**BRIEF:** Only a number is expected here: the count of lines in the data that contain "rows".

┌──

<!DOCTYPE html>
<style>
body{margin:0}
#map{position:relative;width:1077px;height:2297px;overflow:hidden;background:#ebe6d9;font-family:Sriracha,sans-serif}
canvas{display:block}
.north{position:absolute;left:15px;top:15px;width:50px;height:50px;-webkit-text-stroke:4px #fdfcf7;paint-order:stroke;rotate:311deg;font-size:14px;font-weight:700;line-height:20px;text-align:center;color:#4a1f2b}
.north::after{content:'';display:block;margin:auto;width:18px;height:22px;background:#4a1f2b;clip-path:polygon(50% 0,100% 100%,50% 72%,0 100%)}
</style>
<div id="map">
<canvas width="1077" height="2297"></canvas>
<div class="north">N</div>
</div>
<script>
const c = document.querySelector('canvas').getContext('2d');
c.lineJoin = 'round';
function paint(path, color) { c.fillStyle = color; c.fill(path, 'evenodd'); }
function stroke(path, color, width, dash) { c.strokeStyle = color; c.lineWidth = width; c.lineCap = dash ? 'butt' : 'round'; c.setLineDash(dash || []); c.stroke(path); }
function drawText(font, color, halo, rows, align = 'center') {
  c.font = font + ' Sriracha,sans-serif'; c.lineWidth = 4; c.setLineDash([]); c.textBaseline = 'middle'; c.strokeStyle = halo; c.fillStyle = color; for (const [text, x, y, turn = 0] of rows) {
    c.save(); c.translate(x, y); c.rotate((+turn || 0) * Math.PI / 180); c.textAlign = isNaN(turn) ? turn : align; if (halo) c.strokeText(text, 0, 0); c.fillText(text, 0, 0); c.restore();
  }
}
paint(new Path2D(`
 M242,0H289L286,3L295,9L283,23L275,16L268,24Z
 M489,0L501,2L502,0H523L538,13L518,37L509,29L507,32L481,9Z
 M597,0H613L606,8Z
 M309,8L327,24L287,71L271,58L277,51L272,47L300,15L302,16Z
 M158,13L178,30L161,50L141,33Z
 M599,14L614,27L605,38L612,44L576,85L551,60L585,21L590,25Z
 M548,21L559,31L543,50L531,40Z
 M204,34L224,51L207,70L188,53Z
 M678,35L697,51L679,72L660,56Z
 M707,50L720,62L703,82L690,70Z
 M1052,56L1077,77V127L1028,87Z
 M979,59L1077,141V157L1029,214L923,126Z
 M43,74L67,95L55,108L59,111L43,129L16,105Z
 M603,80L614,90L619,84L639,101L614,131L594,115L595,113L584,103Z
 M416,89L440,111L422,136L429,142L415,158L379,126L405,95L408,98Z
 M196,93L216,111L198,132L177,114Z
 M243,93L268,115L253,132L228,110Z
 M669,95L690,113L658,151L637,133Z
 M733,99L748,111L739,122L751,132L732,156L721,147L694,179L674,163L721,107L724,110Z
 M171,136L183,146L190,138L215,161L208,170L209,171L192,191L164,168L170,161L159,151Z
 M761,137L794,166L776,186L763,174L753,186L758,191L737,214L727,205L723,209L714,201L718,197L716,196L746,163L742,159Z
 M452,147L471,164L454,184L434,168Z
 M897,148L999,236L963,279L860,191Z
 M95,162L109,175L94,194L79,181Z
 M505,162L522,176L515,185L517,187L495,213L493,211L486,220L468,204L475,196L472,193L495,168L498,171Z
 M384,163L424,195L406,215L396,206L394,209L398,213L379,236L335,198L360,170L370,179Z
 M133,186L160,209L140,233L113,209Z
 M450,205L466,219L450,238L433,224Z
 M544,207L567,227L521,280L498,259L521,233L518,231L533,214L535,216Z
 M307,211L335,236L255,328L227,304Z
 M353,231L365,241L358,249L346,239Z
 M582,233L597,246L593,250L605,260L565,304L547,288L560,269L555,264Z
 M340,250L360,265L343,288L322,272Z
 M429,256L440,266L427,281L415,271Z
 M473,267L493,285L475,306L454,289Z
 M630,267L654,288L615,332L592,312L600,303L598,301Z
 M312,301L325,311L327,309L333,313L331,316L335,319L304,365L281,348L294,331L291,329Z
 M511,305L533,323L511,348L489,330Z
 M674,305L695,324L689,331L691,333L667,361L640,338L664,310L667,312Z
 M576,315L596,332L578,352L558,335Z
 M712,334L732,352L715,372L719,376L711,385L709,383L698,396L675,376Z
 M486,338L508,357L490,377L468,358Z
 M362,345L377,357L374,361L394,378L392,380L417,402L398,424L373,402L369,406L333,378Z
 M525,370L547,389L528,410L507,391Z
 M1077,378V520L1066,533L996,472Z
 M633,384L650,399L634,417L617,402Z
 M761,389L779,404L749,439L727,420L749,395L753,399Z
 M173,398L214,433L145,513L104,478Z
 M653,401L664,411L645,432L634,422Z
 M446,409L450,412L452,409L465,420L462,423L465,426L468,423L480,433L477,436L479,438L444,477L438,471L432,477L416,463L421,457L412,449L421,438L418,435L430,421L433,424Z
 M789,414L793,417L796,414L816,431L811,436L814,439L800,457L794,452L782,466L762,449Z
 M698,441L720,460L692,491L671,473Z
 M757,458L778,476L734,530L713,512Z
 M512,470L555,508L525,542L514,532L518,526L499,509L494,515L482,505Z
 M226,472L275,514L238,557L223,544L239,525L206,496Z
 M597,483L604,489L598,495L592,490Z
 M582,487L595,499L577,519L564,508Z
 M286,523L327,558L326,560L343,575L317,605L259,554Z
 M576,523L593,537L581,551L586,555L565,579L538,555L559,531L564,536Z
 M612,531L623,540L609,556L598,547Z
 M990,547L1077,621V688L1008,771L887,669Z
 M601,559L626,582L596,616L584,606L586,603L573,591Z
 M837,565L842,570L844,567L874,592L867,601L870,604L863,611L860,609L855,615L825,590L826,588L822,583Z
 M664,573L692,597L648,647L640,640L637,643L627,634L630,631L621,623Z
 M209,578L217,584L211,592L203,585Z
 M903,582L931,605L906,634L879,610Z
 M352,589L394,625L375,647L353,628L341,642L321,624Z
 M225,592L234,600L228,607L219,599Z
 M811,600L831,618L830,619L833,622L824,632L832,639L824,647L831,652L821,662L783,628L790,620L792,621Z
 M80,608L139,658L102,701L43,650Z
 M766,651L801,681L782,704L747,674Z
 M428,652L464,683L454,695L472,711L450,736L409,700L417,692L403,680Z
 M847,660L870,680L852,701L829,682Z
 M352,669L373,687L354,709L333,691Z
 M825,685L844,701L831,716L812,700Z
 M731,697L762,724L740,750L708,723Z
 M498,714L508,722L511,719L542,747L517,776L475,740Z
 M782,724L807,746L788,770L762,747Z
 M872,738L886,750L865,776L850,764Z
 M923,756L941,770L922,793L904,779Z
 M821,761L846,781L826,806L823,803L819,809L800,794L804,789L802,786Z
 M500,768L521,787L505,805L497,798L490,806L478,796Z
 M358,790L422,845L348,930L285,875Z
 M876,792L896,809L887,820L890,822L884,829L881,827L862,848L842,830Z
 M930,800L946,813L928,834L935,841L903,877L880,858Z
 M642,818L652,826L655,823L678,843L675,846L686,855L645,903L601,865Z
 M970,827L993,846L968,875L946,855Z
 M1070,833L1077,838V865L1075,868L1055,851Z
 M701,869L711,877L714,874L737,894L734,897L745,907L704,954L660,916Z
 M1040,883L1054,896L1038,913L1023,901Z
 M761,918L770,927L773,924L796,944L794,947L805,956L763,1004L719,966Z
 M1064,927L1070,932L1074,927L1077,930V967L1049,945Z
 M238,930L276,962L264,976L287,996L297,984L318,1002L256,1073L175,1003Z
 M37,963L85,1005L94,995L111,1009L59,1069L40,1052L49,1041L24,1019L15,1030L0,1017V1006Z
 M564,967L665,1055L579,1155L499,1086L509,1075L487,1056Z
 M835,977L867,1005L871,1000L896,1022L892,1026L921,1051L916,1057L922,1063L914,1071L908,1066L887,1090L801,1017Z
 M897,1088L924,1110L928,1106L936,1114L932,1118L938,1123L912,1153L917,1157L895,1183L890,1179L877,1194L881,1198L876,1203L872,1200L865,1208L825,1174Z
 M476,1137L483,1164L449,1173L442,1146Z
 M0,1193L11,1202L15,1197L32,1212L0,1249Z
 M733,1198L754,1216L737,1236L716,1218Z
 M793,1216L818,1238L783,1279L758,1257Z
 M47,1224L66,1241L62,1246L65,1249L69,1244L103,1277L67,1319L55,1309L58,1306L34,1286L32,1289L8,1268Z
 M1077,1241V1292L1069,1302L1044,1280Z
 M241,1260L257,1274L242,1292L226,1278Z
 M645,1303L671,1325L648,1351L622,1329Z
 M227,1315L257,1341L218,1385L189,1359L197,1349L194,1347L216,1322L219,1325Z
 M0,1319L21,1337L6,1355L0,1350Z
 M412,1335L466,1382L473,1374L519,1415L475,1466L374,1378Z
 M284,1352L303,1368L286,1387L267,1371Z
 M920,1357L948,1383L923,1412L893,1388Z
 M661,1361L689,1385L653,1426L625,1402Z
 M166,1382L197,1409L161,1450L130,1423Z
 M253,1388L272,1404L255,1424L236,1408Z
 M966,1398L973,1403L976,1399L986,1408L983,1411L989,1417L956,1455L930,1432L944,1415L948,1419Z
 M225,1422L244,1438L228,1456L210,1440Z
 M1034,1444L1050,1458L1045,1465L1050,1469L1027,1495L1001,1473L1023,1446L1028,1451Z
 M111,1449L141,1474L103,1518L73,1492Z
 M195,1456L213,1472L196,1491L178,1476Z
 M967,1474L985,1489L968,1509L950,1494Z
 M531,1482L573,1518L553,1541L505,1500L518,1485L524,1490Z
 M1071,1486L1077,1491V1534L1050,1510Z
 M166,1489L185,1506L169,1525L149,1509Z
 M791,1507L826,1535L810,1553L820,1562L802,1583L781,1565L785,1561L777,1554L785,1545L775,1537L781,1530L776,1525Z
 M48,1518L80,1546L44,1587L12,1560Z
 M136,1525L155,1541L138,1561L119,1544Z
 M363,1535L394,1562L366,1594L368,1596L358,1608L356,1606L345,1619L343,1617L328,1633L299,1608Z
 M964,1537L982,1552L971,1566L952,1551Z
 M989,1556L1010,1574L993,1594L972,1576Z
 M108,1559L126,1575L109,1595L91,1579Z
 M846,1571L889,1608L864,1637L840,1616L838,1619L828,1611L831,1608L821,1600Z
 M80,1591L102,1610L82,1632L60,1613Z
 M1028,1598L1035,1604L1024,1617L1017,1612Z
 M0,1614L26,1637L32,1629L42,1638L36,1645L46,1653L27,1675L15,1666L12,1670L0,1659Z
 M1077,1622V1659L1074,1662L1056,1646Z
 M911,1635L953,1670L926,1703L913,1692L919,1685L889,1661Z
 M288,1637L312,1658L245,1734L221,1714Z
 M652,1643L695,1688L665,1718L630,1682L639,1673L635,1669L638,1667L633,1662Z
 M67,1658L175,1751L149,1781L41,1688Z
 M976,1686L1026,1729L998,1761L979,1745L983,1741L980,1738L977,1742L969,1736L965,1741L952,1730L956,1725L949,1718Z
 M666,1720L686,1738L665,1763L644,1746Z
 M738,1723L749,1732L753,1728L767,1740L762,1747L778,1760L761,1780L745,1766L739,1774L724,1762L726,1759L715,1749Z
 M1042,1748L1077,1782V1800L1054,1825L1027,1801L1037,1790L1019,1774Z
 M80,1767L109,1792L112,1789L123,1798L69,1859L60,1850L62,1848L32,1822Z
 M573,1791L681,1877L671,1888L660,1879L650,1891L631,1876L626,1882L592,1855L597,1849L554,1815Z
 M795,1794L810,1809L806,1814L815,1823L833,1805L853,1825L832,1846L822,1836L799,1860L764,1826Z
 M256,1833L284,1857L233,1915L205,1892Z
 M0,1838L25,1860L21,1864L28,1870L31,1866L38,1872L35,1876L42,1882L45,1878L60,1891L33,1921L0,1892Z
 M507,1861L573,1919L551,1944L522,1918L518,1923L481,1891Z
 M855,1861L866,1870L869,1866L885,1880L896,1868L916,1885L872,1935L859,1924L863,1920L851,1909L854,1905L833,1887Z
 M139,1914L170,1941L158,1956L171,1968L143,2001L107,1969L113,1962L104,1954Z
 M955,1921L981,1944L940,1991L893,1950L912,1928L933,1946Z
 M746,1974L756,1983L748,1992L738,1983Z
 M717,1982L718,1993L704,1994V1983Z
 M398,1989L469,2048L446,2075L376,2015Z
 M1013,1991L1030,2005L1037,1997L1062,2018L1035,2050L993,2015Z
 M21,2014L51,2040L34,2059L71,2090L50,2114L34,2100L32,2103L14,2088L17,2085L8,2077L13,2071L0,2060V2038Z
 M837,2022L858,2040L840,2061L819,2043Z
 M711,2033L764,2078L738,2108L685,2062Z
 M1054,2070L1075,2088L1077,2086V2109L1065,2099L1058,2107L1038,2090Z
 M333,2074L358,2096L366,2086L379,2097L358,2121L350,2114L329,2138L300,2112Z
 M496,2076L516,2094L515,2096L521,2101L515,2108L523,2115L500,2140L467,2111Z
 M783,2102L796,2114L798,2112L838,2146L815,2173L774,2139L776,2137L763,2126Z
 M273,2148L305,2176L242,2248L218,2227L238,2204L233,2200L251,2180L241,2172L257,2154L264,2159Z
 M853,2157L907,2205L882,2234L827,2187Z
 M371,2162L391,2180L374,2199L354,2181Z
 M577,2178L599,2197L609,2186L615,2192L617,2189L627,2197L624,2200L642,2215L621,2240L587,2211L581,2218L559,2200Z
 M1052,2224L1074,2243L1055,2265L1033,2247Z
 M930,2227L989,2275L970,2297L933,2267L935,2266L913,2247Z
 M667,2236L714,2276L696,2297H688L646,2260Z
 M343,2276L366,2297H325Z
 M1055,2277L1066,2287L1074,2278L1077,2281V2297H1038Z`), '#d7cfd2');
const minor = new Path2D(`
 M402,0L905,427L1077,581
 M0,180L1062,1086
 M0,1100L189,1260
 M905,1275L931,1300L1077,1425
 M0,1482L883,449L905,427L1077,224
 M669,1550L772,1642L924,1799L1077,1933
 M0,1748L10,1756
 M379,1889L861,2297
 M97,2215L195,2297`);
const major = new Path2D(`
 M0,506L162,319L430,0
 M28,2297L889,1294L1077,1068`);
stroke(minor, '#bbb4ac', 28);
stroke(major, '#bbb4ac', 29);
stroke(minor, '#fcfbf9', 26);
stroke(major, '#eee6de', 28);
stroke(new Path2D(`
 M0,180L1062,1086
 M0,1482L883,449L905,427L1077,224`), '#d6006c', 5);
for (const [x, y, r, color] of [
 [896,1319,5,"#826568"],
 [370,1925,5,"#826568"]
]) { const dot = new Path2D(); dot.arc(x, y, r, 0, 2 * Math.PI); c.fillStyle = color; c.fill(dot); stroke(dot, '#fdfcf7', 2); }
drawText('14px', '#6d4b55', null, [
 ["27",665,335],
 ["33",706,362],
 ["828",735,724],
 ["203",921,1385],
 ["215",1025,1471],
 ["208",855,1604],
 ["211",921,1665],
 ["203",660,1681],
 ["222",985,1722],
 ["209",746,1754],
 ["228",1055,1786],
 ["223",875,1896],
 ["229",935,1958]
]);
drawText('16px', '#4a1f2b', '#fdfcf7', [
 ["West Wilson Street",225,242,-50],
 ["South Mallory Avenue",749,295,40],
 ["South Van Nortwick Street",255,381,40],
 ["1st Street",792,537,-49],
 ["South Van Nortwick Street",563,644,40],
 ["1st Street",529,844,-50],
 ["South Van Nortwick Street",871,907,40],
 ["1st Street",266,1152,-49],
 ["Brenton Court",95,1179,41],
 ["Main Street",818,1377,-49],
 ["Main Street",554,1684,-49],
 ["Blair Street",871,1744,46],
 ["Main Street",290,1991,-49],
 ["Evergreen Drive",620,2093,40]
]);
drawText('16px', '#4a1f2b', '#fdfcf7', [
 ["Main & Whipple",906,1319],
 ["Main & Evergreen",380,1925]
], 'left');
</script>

└──

**RESPONSE:** 2